Earlier in the semester I introduced my final project for Computer Visualization (Origination). I decided to create an environment to display the bacteria Giardia Intestinalis. This is a pretty intense little critter. I learned about this guy while taking Medical Microbiology at Towson University. It is amazing how many microscopic creatures surround us constantly!
After I came up with my idea, I needed to roughly figure out what I wanted my scene to look like. I created the following sketch as a general composition and color scheme. I didn’t want to make the sketch too detailed, as I was sure bits of the image would changed as I started modeling and texturing in 3DS max.
Once I had the sketch I proceeded to create the scene. One of the goals of this assignment was to demonstrate an understanding of render passes. Render passes, generated in a 3d modeling program when you render your scene, allow output of different channels. This allows for post-processing, or editing, in Photoshop. One of the benefits of this technique is ease of post render modifications (i.e. – its a big time saver). My gallery provides most of the passes I rendered out such as alpha, lighting, specular, ambient, diffuse and zdepth .
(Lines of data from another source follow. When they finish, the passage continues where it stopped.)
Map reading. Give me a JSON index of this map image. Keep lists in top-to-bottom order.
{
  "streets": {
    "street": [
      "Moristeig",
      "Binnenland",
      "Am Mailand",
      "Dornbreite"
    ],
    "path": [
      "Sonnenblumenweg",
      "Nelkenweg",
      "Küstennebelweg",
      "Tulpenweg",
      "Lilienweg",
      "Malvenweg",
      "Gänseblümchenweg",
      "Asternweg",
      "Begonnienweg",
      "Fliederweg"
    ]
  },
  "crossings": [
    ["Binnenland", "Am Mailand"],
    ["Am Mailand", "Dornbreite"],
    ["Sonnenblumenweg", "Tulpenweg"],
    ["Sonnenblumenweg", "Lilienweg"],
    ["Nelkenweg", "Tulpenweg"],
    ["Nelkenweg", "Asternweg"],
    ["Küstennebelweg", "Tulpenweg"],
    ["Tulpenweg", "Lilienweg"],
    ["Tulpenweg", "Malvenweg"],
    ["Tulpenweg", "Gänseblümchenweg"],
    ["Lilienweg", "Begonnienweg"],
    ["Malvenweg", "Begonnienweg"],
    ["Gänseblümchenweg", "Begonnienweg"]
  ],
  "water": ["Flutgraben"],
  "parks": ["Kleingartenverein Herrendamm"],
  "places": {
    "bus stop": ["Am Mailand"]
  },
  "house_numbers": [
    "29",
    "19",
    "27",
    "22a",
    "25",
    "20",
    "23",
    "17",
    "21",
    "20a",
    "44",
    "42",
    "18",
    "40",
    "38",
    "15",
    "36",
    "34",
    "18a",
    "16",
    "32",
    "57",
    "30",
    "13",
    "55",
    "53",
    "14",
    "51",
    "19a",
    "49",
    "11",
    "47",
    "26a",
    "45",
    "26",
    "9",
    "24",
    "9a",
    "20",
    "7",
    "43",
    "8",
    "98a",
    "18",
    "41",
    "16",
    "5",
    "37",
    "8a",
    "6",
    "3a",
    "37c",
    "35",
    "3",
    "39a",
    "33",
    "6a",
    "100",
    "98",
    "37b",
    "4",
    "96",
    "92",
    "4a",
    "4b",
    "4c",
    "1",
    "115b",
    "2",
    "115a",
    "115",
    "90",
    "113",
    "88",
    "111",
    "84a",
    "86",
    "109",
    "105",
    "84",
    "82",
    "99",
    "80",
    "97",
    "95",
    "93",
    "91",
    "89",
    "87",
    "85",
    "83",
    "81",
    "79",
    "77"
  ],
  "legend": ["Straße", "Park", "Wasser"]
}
Then after hours of modeling, texturing, lighting, rendering AND Photoshop editing I was able to create this master piece:
As a tip to compositing newbies, don’t hesitate to generate a channel using matte. I didn’t do this when I rendered my ‘main Giardia’ render pass, so the environment in this render pass had all parts rendered, including parts unseen in the beauty pass. I was able to paint this out in the alpha channels, but had the shape been more complex I would have re-rendered with a matte layer. Another tip, try placing your zDepth as an alpha channel in Photoshop. Then blur the image using lens blur filter ( once in the filter options, you have to select the channel from a drop down menu). This magical trick keeps from having to use depth of field in the camera settings and saves time rendering. I also really liked working with the lighting channel. I can’t really explain how, but it does nice things.
As always there are edits I would like to make, but like any good artwork I learned a lot during this process. The overall color scheme changed however I am okay with that. The image needed to look darker and feel more unpleasant. In this sense the lighting worked out, and overall I think it came out better then I originally sketched. I hope you enjoy!